The problem: The answer consists of one number: how many lines of the data below include the string "sheet".

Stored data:
════════

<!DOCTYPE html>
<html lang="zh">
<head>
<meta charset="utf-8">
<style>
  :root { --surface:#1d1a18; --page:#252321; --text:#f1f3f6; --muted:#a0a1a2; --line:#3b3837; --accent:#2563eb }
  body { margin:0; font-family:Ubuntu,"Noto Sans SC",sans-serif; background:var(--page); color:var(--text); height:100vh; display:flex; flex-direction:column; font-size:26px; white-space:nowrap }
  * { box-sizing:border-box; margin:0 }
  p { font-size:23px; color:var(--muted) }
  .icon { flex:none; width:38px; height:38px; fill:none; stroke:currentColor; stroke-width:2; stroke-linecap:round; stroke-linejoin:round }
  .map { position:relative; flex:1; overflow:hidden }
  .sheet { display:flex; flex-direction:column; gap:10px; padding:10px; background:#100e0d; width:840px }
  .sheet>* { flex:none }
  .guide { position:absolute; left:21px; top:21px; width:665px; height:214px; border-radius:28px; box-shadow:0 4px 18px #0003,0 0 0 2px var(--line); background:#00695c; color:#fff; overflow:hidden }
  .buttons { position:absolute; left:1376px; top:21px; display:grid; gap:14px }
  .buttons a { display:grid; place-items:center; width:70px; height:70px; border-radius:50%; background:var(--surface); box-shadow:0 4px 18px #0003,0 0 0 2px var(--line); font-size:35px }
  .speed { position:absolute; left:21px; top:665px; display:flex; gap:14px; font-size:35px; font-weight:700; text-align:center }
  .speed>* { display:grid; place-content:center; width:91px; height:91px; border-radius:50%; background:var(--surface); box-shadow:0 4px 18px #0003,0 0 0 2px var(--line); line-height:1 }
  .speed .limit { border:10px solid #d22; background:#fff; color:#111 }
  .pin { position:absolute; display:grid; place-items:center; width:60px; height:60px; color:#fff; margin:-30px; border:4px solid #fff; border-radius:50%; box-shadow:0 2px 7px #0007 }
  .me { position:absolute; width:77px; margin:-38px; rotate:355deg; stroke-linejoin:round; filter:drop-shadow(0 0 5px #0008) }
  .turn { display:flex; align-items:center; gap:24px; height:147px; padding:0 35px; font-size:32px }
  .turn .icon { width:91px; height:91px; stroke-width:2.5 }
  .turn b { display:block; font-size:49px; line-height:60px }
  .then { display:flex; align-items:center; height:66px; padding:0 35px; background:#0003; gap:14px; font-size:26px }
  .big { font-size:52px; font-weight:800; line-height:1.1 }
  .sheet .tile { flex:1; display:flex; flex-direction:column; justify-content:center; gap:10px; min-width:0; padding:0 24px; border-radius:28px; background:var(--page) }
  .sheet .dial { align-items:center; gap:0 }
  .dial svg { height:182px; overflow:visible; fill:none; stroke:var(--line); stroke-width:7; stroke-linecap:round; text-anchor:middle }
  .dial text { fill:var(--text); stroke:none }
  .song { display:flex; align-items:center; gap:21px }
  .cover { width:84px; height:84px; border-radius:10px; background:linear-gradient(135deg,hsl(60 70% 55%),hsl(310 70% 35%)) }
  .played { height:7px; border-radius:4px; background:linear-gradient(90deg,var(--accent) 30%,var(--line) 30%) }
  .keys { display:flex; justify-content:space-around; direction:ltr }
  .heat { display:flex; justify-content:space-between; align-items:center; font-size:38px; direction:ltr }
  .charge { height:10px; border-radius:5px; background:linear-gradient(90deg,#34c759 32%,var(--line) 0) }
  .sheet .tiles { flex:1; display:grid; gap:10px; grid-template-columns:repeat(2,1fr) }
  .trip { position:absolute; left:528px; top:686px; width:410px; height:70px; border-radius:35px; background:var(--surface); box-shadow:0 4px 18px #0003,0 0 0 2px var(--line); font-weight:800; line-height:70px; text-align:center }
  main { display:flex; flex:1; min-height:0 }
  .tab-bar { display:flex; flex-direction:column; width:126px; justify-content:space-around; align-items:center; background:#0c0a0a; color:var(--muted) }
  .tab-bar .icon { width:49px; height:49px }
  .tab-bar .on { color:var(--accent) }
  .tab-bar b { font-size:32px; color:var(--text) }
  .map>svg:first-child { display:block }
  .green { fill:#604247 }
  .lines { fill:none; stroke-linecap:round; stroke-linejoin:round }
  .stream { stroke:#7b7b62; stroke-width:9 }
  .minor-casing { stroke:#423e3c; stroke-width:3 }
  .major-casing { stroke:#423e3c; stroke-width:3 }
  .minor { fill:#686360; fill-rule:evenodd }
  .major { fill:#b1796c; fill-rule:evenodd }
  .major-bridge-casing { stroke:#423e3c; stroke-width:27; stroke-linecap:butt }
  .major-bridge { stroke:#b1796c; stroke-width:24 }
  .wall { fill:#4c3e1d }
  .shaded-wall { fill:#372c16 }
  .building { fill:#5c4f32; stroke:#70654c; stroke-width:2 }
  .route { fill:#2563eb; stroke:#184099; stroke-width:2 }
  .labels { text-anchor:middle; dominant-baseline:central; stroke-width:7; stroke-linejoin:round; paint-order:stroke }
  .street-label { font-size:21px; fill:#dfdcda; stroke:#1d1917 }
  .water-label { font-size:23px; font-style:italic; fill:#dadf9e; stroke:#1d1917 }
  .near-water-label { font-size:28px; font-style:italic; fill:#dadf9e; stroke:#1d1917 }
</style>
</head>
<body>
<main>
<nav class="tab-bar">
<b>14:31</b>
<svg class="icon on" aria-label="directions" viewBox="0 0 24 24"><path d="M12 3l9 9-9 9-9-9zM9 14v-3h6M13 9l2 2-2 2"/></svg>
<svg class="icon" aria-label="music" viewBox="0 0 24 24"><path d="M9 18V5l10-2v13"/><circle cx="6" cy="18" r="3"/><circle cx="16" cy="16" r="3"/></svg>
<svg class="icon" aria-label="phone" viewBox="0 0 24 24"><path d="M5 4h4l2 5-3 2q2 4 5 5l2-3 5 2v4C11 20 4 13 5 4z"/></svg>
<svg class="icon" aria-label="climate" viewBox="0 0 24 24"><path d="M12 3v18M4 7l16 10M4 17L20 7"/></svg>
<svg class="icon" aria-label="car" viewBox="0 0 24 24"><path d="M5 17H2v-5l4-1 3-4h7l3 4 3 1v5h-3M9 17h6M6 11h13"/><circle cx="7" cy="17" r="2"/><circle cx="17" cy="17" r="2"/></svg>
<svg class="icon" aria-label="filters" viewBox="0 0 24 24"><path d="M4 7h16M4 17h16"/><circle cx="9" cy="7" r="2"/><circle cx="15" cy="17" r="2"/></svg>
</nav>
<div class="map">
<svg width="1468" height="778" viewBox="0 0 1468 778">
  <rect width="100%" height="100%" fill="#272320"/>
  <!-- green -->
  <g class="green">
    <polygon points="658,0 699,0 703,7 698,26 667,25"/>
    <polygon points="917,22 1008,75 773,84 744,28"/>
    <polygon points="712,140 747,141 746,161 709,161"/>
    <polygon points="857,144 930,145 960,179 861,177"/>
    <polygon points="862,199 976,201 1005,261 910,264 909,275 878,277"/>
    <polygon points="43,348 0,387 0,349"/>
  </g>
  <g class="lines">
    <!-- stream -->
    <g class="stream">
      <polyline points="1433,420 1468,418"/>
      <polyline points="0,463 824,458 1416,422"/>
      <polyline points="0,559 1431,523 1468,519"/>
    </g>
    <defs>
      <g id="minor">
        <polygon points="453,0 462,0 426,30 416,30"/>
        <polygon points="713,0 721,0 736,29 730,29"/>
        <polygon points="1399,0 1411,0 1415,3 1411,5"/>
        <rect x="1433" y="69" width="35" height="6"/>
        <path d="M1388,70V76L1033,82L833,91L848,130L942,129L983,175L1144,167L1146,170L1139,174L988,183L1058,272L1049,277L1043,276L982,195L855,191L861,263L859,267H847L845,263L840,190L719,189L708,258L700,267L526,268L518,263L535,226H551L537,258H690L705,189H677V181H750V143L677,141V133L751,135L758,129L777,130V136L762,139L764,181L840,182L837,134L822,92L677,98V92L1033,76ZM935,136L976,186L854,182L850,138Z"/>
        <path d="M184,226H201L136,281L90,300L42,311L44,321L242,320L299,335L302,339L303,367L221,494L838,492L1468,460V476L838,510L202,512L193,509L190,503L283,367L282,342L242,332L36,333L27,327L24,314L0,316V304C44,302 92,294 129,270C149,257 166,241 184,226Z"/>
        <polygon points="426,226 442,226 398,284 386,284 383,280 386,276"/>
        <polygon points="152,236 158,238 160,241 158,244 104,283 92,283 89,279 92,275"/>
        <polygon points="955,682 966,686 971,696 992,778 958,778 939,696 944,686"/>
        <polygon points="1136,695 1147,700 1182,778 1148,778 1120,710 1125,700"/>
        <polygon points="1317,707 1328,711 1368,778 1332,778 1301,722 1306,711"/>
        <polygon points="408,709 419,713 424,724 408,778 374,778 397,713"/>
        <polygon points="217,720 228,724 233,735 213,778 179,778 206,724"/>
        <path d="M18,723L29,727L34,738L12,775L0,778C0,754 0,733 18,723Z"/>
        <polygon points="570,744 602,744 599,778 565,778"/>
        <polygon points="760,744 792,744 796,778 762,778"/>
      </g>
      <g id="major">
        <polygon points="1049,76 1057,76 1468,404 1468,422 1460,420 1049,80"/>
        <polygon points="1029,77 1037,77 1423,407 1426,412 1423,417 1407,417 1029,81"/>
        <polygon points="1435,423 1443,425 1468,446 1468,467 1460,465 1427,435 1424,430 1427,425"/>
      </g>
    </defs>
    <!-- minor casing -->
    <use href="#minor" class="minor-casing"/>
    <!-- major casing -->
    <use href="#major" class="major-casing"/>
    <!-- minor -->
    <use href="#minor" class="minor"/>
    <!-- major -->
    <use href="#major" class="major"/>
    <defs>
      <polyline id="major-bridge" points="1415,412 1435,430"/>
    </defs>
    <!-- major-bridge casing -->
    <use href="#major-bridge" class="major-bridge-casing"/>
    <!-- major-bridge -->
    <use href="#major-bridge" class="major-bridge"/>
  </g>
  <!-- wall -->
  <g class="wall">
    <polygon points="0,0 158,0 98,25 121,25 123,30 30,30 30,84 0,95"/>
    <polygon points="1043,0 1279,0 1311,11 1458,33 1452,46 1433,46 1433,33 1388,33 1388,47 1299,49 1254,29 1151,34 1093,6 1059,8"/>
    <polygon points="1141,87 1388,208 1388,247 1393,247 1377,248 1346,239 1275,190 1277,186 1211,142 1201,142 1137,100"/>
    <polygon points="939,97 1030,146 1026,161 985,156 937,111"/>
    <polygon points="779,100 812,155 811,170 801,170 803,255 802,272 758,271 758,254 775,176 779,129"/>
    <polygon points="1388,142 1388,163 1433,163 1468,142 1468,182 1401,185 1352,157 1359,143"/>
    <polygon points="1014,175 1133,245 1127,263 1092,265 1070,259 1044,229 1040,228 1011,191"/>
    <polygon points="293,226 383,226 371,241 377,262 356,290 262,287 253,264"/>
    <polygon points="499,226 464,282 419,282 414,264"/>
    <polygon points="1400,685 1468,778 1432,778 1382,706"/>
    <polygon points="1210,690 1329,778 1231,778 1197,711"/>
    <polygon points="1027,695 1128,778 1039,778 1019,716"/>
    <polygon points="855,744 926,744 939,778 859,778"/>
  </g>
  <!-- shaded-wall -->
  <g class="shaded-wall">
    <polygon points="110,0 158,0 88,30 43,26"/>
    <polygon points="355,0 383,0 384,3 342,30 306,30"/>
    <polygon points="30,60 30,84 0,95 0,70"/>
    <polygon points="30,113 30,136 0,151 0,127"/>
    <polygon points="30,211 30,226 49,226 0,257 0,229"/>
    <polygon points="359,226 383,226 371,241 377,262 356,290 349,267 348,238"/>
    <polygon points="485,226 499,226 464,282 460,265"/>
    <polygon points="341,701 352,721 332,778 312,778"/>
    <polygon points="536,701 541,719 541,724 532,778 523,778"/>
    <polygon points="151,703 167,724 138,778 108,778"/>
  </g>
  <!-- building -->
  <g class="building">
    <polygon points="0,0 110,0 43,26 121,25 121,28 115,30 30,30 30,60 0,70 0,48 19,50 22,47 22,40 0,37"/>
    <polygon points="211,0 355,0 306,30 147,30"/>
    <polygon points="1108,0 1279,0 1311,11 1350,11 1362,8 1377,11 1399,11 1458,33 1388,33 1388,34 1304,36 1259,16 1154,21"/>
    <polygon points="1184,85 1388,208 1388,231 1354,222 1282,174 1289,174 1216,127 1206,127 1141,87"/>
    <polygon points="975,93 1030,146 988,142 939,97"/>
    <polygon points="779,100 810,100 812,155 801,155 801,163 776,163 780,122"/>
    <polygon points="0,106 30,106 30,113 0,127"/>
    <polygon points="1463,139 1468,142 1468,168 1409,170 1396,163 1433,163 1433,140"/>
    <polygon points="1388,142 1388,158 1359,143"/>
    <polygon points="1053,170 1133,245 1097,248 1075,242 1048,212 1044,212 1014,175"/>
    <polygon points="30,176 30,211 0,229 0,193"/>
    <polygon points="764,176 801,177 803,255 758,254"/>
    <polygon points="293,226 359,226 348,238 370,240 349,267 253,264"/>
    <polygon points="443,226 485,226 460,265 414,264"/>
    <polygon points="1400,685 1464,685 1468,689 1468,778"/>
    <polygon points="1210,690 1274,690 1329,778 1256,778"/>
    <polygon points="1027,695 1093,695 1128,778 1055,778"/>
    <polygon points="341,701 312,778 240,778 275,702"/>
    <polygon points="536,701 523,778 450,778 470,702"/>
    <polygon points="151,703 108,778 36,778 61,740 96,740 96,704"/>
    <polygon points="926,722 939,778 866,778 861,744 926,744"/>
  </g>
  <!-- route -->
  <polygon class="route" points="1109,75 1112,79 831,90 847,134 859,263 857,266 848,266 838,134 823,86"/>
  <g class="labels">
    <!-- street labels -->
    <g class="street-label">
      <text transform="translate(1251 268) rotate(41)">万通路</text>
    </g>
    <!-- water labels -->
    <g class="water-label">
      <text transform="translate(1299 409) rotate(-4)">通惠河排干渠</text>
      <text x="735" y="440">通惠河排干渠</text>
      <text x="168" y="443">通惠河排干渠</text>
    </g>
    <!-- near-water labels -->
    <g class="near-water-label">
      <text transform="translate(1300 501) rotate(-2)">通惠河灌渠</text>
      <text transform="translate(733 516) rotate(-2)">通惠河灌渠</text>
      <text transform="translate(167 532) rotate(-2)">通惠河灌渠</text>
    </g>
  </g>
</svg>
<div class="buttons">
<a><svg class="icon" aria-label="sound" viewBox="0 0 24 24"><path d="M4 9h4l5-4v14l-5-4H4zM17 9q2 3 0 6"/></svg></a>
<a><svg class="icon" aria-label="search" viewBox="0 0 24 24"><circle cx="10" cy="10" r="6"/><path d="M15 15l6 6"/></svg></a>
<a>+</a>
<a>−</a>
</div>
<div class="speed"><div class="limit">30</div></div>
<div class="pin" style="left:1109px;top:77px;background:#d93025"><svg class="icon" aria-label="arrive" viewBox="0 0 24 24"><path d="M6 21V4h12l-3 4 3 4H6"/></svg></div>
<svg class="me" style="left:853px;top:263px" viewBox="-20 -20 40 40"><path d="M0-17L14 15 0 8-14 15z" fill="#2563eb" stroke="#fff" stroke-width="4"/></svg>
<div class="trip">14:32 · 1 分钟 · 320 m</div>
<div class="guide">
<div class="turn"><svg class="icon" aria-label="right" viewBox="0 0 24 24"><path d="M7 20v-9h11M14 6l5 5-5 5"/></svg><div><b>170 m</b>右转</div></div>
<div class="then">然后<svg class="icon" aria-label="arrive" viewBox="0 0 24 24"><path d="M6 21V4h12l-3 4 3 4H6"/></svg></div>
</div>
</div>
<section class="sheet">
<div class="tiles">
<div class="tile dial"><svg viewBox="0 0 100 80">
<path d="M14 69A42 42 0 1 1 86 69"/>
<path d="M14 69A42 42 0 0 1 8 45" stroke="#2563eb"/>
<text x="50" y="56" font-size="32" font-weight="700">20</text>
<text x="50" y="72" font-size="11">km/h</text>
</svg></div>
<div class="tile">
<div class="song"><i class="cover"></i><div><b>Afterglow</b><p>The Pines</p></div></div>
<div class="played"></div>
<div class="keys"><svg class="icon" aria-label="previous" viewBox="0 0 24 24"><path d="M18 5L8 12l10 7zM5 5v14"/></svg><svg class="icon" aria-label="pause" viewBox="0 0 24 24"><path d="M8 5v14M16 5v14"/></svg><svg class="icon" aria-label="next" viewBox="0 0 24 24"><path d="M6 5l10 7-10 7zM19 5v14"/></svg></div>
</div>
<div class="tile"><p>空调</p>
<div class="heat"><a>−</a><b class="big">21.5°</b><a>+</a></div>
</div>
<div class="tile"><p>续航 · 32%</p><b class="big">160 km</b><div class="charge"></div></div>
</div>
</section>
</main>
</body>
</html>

════════

Exercise output: 6